The module covers the following key areas:
- Major hermeneutical principles discussed in usul al-fiqh
- Speculative (zanni) and definitive (qat’i)
- Manifest (zahir) and explicit (nass)
- General (‘amm) and specific (khass)
- Literal (haqiqi) and metaphorical (majazi)
- Implications (dalalah) of a given text
- Primary and secondary sources of Islamic law: Qur’an, Sunna, Consensus and Intellect and the extent of their authority
- The value of solitary reports (khabar al-wahid) in legal judgements and how to deal with conflicting reports
- Juristic preference (istihsan) and utility (maslahah)
- Methods of deduction in the absence of sources: principle of presumption of continuity (istishab), principle of precaution (ihtiyat), principle of non-obligation (bara’ah)
On completion of this module, the successful student will be able to:
- Discuss different principles of jurisprudence. (A1, A2, A4)
- Evaluate the main differences between various schools of Islamic law. (A3)
This module will call for the successful student to:
- Critically analyse how jurisprudential principles are applied in the very process of law making. (B2, B3, B5, C1, C3, D1)
- Break down the key themes of Islamic jurisprudence. (B1, C2, D3)
- Compare and contrast significant differences in jurisprudential methodologies. (B1, B4, C1, C5, D6)
Learning, Teaching and Assessment Strategy
Lectures provide the basic structure of the module.
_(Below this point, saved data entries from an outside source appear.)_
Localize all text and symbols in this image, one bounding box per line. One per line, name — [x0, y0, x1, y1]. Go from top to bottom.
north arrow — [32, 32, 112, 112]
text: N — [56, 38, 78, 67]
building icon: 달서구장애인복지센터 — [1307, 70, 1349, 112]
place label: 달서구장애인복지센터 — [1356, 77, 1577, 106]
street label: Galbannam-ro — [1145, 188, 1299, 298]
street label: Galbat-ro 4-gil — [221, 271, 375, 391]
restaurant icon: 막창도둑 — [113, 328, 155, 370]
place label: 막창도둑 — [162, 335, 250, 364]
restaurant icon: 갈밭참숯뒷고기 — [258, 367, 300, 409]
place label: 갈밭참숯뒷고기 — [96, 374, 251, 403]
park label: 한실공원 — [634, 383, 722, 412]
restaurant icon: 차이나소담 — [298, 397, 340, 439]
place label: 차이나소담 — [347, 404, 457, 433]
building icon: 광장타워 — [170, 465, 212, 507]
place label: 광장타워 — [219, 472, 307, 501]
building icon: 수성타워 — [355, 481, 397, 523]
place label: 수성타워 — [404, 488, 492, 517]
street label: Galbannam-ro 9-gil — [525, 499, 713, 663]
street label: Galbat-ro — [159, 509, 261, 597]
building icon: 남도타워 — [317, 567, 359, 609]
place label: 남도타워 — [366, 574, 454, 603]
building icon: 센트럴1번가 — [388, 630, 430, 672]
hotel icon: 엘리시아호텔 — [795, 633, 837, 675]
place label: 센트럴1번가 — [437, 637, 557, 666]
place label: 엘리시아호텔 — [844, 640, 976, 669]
Each topic will begin with contemporary questions, refer to the historical background and to subsequent development, then return to contemporary questions. The extent and nature of the historical material will vary as is appropriate to each individual topic. A wide range of material is covered in lectures and it would be unreasonable to expect students to answer exam questions based randomly on this material. Some specific topics will be selected for more detailed study and reading lists will be provided for each. The exam questions will be based on these topics.
Formative assessment is through co-ordinated independent study of reading material, followed by discussion in class to supplement topics covered and is an essential element of the programme. The module leader will regularly give feedback to student regarding the progress of their coursework, a draft copy of the completed coursework need be handed in to the module leader before the 10th learning week as part of the formative learning process. Additionally, revision sessions are arranged that will cover topics in preparation for exams, providing constructive formative feedback to students.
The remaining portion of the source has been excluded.